> _BRIEF_: Your answer must consist of exactly the lines below, starting with the line with "Find all labels, markers" and going on through the line with "Annotate the screenshot: name", and nothing else.

> _EXTRACTED ENTRIES_:
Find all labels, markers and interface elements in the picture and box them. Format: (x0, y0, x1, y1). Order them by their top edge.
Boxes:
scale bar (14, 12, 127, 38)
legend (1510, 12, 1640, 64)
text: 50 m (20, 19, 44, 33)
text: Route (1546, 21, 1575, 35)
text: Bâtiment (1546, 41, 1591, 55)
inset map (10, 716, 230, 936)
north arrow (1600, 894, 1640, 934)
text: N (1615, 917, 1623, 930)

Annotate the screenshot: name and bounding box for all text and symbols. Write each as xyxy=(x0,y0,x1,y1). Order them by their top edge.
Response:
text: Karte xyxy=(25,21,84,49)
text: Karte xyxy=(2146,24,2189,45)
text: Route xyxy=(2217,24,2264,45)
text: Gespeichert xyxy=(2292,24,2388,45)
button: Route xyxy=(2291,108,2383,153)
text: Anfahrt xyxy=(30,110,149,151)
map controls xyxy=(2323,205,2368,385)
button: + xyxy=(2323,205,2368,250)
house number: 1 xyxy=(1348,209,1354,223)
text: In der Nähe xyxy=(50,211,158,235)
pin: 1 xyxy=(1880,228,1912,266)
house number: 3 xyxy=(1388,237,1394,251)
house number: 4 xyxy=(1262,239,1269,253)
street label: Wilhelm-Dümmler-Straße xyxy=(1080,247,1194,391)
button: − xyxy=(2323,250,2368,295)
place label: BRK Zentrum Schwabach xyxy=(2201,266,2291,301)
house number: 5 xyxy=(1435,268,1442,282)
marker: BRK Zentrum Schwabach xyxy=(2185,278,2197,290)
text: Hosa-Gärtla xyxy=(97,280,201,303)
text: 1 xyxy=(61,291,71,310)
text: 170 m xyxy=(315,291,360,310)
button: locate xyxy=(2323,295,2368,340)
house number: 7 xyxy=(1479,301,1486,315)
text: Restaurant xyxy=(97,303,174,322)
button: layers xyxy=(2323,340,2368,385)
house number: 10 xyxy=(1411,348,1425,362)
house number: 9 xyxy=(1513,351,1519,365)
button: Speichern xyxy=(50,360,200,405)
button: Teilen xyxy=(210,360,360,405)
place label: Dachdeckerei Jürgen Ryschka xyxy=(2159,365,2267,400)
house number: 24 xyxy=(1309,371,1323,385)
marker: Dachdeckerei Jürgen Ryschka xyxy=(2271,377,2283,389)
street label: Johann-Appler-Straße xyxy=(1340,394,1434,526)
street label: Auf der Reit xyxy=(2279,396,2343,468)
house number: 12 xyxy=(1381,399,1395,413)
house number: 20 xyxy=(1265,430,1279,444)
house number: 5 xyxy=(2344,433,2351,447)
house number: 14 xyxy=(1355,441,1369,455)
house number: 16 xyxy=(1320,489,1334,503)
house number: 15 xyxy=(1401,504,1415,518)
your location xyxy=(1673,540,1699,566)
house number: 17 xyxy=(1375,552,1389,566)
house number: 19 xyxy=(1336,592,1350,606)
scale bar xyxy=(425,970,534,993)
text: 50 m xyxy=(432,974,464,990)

--

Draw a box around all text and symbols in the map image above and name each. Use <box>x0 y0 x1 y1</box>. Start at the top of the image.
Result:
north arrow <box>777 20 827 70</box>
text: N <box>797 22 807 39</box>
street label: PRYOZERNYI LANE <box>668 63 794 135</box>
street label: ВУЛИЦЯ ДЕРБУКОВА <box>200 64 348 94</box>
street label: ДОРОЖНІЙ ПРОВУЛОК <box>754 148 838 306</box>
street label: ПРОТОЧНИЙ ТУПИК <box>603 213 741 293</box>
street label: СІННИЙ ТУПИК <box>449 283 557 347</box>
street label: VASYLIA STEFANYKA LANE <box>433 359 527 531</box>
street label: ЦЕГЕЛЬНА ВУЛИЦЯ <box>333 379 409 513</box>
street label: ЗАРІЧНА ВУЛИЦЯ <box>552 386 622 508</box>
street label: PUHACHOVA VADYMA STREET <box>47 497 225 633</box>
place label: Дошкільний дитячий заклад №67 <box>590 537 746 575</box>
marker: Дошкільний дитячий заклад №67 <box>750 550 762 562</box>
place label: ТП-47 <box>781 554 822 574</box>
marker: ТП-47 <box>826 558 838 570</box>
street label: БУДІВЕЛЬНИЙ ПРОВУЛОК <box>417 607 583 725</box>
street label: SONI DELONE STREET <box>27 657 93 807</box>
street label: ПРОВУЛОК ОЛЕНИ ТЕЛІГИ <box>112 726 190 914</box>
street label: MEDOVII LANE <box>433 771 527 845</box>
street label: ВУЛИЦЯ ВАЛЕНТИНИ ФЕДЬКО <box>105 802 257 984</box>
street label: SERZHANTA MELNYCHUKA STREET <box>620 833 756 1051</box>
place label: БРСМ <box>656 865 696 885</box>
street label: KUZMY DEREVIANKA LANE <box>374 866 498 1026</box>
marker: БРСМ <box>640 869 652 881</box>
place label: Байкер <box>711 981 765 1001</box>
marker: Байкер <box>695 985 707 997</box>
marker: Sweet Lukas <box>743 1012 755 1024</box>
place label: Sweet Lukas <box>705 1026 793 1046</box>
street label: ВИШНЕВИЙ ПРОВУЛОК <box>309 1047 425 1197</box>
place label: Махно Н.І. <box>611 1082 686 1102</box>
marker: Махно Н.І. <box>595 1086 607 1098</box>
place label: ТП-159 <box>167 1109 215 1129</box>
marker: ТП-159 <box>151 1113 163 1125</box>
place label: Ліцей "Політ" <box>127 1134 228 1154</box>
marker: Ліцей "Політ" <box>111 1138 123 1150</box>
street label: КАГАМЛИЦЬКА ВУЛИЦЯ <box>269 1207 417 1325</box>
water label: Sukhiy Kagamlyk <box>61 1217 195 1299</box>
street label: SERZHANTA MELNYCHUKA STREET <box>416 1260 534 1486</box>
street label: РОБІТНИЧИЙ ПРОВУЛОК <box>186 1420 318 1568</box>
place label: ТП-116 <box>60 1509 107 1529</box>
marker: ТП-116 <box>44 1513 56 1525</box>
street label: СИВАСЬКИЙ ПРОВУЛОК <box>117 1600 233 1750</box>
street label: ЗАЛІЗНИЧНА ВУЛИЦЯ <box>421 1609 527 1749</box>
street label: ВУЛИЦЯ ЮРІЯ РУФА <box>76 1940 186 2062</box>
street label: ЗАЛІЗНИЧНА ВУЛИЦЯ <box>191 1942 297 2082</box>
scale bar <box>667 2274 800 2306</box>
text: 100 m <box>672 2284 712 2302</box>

...

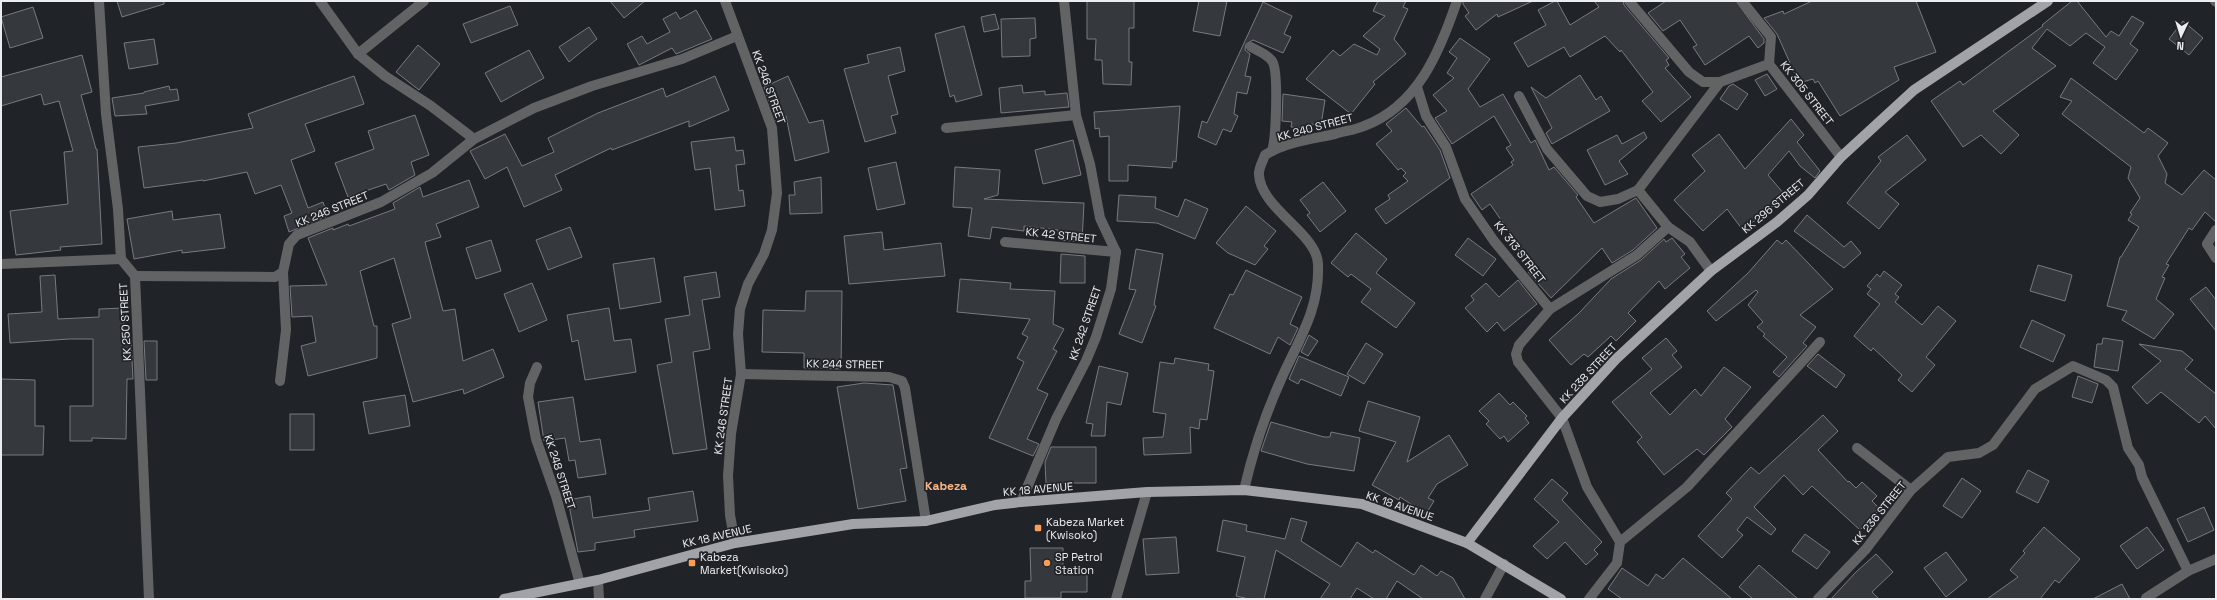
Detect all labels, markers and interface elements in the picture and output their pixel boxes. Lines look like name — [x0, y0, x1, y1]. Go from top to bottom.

> _ANSWER TO THE PROBLEM_:
Find all labels, markers and interface elements in the picture and box them. Format: (x0, y0, x1, y1). Order them by their top edge.
Boxes:
scale bar (14, 12, 127, 38)
legend (1510, 12, 1640, 64)
text: 50 m (20, 19, 44, 33)
text: Route (1546, 21, 1575, 35)
text: Bâtiment (1546, 41, 1591, 55)
inset map (10, 716, 230, 936)
north arrow (1600, 894, 1640, 934)
text: N (1615, 917, 1623, 930)

Annotate the screenshot: name and bounding box for all text and symbols. Write each as xyxy=(x0,y0,x1,y1). Order them by their top edge.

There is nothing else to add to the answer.